Saturday 22 February 2014

All AMP operation vs Full Table Scan

All AMP Operations vs Full Table Scan
All AMP Operation (NUSI) :
1. The SQL is submitted, specifying a NUSI.The hashing algorithm calculates a row hash value for
the NUSI .
2. All AMPs are activated to find the hash value of the NUSI in their index subtables. The AMPs
whose subtables contain that value become the participating AMPs in this request The other
AMPs discard the message.
3. Each participating AMP locates the row IDs (row hash value plus uniqueness value) of the base
rows corresponding to the hash value.
4. The participating AMPs access the base table rows, which are located on the same AMP as the
NUSI subtable.
5. The qualifying rows are sent over the BYNET to the PE, and the PE sends the answer set on to
the client application .


Full-Table Scan : (Accessing data with out indexes) :
If the request does not use a defined index, the Teradata Database does a full-table scan. A full-table scan is another way to access data without using Primary or Secondary Indexes. In evaluating an SQL request, the Optimizer examines all possible access methods and chooses the one it believes to be the most efficient.

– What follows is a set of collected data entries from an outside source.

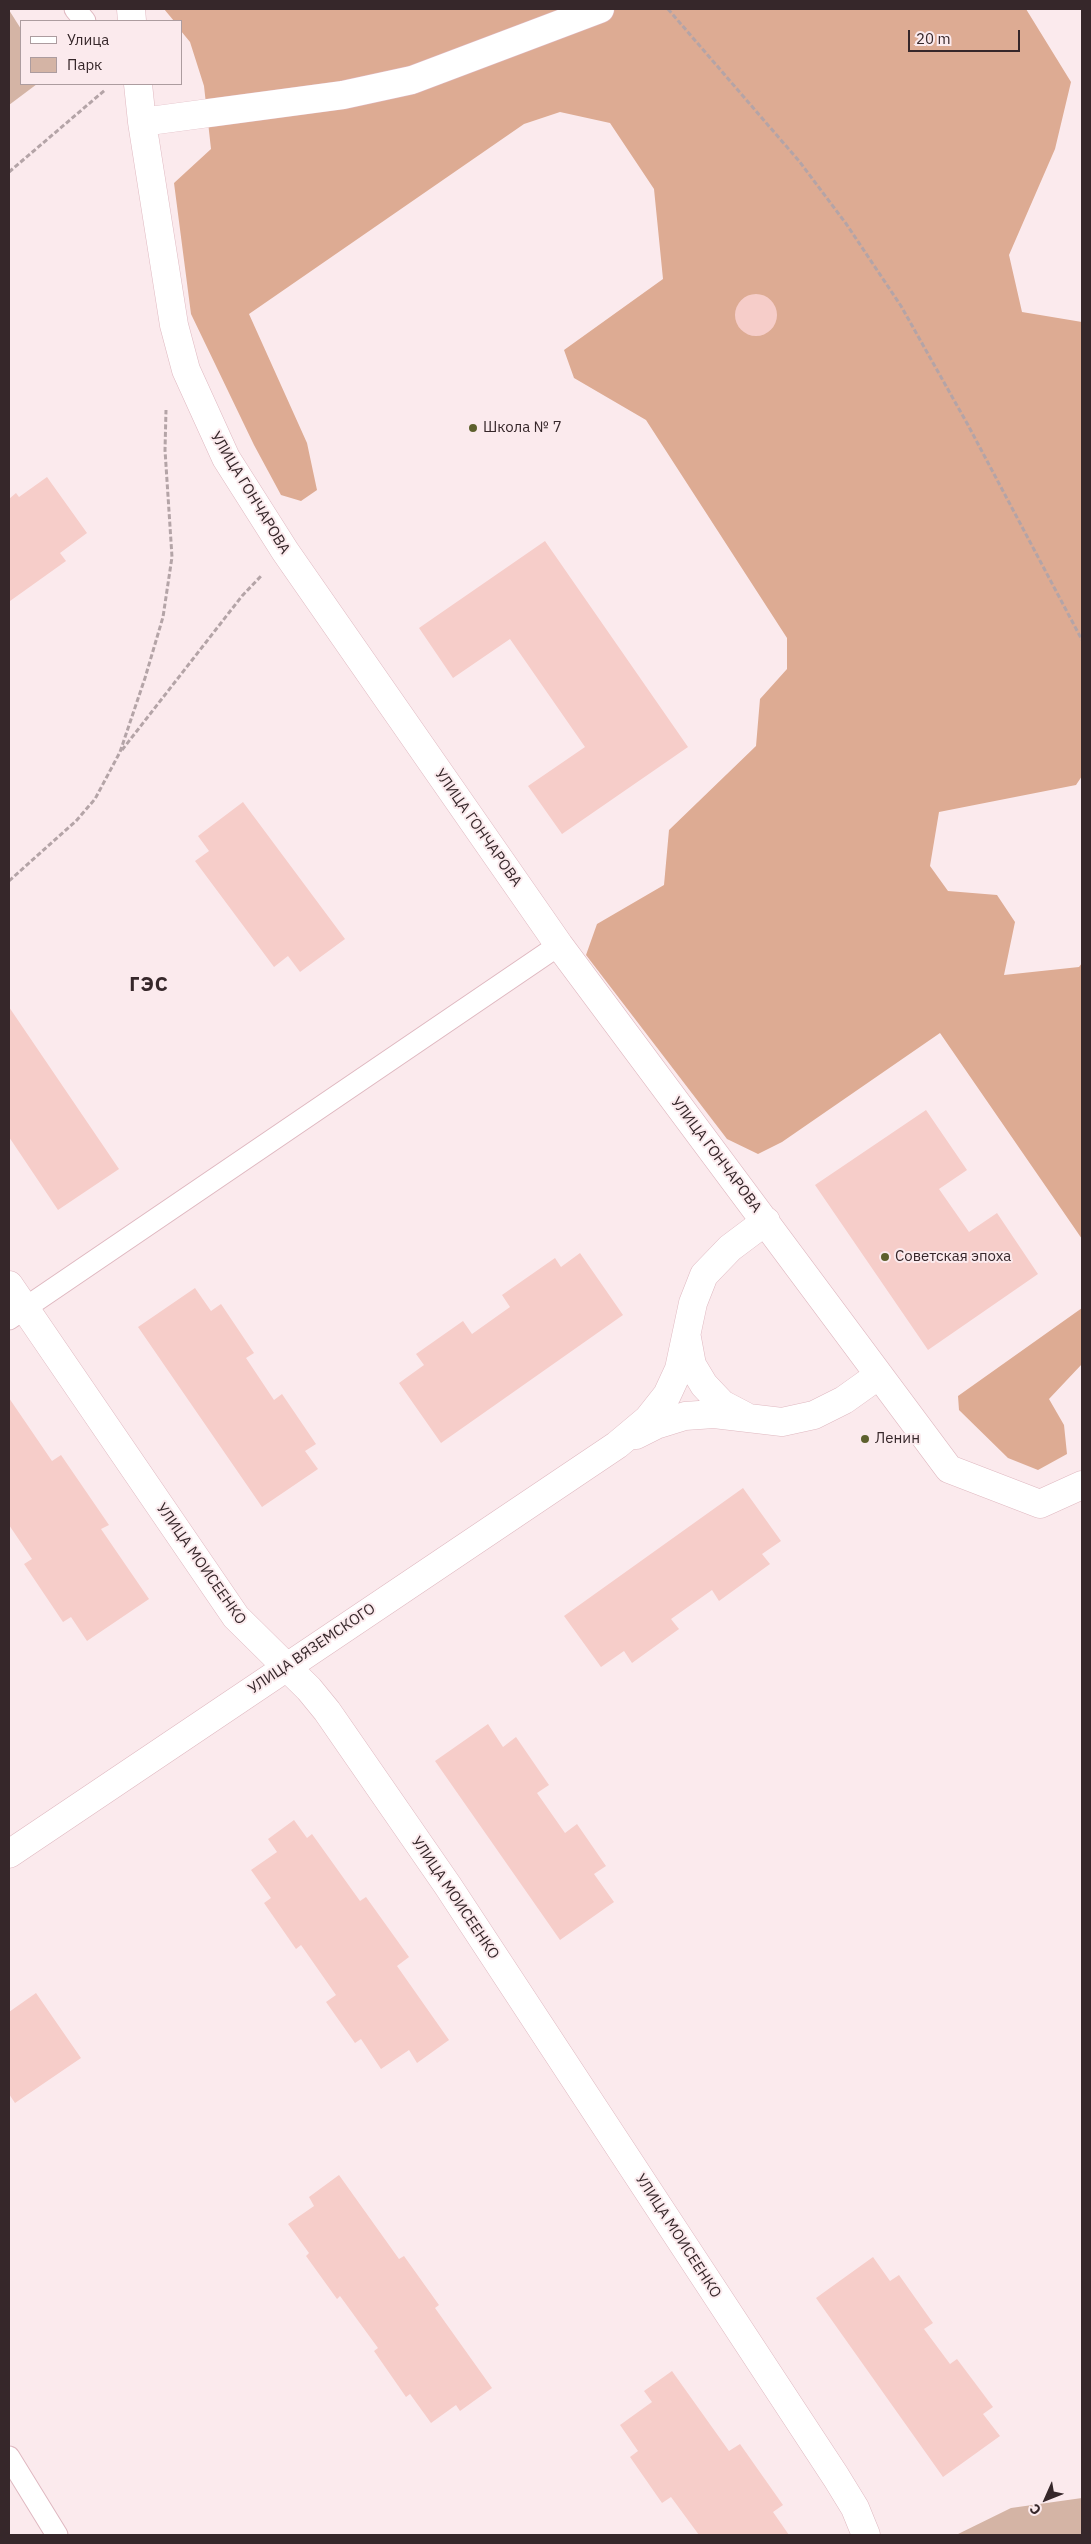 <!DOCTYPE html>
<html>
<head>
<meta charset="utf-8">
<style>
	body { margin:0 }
	#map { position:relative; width:1091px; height:2544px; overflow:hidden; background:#fbeaed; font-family:"IBM Plex Sans",sans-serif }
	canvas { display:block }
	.frame { position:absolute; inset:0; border:10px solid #36272a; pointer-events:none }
	.legend { position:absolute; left:20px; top:20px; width:162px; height:65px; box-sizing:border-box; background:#fbeaed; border:1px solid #ac9c9f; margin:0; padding:6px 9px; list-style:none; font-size:15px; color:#36272a }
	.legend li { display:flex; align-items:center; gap:10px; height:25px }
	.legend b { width:25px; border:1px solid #ac9c9f }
	.north { position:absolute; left:1021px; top:2474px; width:50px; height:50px; -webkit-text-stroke:4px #fbeaed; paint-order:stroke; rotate:226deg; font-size:14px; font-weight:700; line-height:20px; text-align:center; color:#36272a }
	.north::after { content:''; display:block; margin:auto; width:18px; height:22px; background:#36272a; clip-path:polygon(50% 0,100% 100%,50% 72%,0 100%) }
	.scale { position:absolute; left:908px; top:30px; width:112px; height:22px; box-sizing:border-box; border:2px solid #36272a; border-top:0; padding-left:6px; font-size:15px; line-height:18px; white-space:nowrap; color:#36272a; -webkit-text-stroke:4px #fbeaed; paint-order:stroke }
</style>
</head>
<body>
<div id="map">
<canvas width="1091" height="2544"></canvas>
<div class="frame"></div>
<ul class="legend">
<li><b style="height:6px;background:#fff"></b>Улица</li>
<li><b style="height:14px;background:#d4b4a5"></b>Парк</li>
</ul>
<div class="north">С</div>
<div class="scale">20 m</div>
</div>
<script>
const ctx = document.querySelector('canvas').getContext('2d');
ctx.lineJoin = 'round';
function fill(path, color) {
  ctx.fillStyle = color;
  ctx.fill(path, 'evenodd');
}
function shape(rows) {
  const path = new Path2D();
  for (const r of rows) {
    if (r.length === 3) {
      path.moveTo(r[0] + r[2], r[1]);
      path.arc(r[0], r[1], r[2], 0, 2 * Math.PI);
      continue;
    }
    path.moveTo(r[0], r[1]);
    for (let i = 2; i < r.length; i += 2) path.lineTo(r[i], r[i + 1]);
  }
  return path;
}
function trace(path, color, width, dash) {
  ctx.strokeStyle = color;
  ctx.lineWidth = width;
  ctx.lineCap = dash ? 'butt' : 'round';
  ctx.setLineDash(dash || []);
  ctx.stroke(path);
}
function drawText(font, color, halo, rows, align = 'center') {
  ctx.font = font + ' "IBM Plex Sans",sans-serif';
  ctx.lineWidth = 4;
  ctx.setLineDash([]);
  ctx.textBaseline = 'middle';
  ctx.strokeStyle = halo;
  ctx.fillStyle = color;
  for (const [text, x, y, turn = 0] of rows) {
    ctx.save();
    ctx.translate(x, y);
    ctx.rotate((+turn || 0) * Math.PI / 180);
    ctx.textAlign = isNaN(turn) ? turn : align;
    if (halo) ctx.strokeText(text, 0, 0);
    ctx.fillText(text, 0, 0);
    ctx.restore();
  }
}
fill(shape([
	[9,10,21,29,21,84,37,84,9,105],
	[1082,2498,1082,2535,956,2535,1011,2508]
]), '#d4b4a5');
fill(shape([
	[164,9,1026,9,1071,82,1055,149,1009,255,1022,312,1082,322,1082,776,1076,785,939,812,930,866,948,891,997,895,1015,922,1004,975,1079,967,1082,963,1082,1239,940,1033,782,1142,758,1154,727,1139,586,955,597,924,664,885,669,830,756,746,760,699,787,669,787,638,646,420,574,378,564,350,663,279,654,189,610,123,560,112,524,124,249,314,307,443,317,490,301,501,281,495,254,445,191,314,174,183,211,149,204,86,190,42,181,31,181,21,174,21],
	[1082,1308,1082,1364,1049,1399,1064,1425,1067,1454,1038,1470,1008,1458,959,1410,958,1396]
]), '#ddab93');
fill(shape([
	[756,315,21],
	[47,477,87,533,60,553,66,561,10,601,9,499,16,493,19,497],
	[545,541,688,747,562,834,528,786,585,747,510,639,453,678,419,628],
	[243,802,345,939,300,972,288,956,274,967,195,861,209,851,198,836],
	[9,1007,119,1169,58,1210,9,1137],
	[926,1110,967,1170,939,1189,969,1232,997,1213,1038,1274,928,1350,815,1185],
	[580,1253,623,1315,441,1443,399,1383,424,1365,416,1354,463,1321,472,1334,510,1307,502,1295,555,1258,561,1267],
	[195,1288,211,1311,221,1304,254,1353,246,1358,274,1400,282,1394,316,1444,305,1451,318,1469,262,1507,138,1327],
	[9,1398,52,1461,61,1455,109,1525,101,1529,149,1599,87,1641,71,1617,63,1622,24,1564,32,1559,9,1525],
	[743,1488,781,1541,762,1554,770,1564,719,1601,712,1590,671,1619,679,1629,632,1663,624,1651,601,1667,564,1616],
	[488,1724,503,1747,516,1737,549,1785,537,1793,565,1833,577,1824,606,1866,594,1874,614,1902,560,1940,435,1761],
	[294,1820,307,1838,312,1834,360,1901,366,1897,409,1957,397,1966,449,2040,417,2063,409,2050,381,2069,361,2039,355,2043,326,2002,336,1995,301,1945,296,1949,264,1903,271,1898,251,1870,277,1852,268,1839],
	[36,1993,81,2058,15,2103,9,2094,9,2012],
	[339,2175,399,2259,404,2256,439,2305,435,2308,492,2388,460,2411,456,2405,431,2423,410,2394,406,2397,374,2351,378,2348,340,2296,337,2299,306,2256,309,2253,288,2224,314,2206,309,2197],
	[873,2257,890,2281,899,2275,933,2323,924,2329,950,2364,957,2359,993,2407,983,2414,1000,2436,943,2477,816,2298],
	[672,2371,729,2451,740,2444,783,2505,773,2512,789,2535,699,2535,671,2497,662,2503,630,2457,638,2451,620,2425,652,2402,644,2391]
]), '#f6cdc9');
const lane = shape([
	[75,9,85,21],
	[9,1319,559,945],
	[9,2457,57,2535]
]);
const street = shape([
	[131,9,132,21],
	[138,84,142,122,174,325,186,370,226,458,285,551,559,945,949,1469,1040,1504,1082,1485],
	[142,122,343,95,412,80,600,9],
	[9,1285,236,1617,309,1689,327,1711,448,1886,836,2477,855,2508,866,2535],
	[687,1338,692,1365,704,1385,722,1404,745,1416],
	[636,1435,656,1425,685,1416,714,1414,782,1422,814,1415,844,1400,879,1375],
	[9,1854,617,1445,648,1419,667,1395,679,1369,693,1303,704,1275,730,1248,766,1221]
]);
trace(lane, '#dfb8c0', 23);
trace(street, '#dfb8c0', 29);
trace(shape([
	[668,9,799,161,847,225,901,306,968,425,1082,640],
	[9,172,105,90],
	[122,750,242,596,262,575],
	[9,881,76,821,95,799,120,752,145,678,163,617,172,557,165,450,166,410]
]), '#b4a4a7', 3, [5, 2.5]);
trace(lane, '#fff', 21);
trace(street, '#fff', 28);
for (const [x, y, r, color] of [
	[473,428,5,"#5d602d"],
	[885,1257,5,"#5d602d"],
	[865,1439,5,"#5d602d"]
]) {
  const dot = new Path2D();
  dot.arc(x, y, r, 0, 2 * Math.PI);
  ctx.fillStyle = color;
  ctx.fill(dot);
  trace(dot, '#fbeaed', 2);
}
drawText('15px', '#36272a', '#fbeaed', [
	["Школа № 7",483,428],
	["Советская эпоха",895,1257],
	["Ленин",875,1439]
], 'left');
drawText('15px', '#36272a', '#fbeaed', [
	["УЛИЦА ГОНЧАРОВА",250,493,59],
	["УЛИЦА ГОНЧАРОВА",478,828,55],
	["УЛИЦА ГОНЧАРОВА",716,1155,53],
	["УЛИЦА МОИСЕЕНКО",201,1564,55],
	["УЛИЦА ВЯЗЕМСКОГО",312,1649,-34],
	["УЛИЦА МОИСЕЕНКО",455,1898,56],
	["УЛИЦА МОИСЕЕНКО",678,2236,57]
]);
ctx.letterSpacing = '1px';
drawText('bold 20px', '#36272a', '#fbeaed', [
	["ГЭС",149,985]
]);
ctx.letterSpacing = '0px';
</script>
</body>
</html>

A request could turn into a full-table scan when:
The SQL request searches on a NUSI column with many duplicates.
An SQL request uses a non-equality WHERE clause on an index column.
An SQL request uses a range WHERE clause on an index column.

For all requests, you must specify a value for each column in the index

Data File Formats in bteq and load utilities
Bteq :

While creating the data file (exporting from table) the following modes are accepted.
DATA :
 Record Mode (Raw Binary Data).
INDICDATA :
 contains indicator bytes.number of indicator bytes = 1 bit for each column.that bit will be
set to 1 if the value for a perticular column is NULL else it will set to 0.
REPORT :
 Field Mode (column Headings).data is exported 1 column at a time. default format.
DIF :
 Data Interchange Format . to transport data to various pc programs.

while importing target table from data file the following modes are accepted.
DATA :
INDICDATA :
VARTEXT :
 each column is separated by a delimiter.

FastLoad,MultiLoad,FastExport,TPUMP,TPT
there are 5 data formats available for load or unload utilities.
Formatted
 :
Each record is in a format traditionally known as FastLoad or Teradata format. The data is prefixed with the data length and followed by and end-of-record (EOR) marker. This is the most stringent and robust data format and will allow any TPT supported data type to be included.
Let’s consider a record containing 6 bytes of inferred text data "abcdef";

x'00 06 61 62 63 64 65 66 0a' and in character: "..abcdef."

Text :
There is no length indicator as with formatted data (above). Records are separated only by an end-of-record (EOR) marker. To insure data integrity, each record must be entirely character data.
The EOR marker can be either a single-byte linefeed (X'0A') or a double-byte carriage-return/line-feed pair (X'0D0A'). Whether a single or double byte EOR is used is determined by the EOR marker encountered for the first record. If the first record has a single byte EOR and contains the text "abcd", it would look like this:
x'61 63 64 63 0a' and in character: "abcd."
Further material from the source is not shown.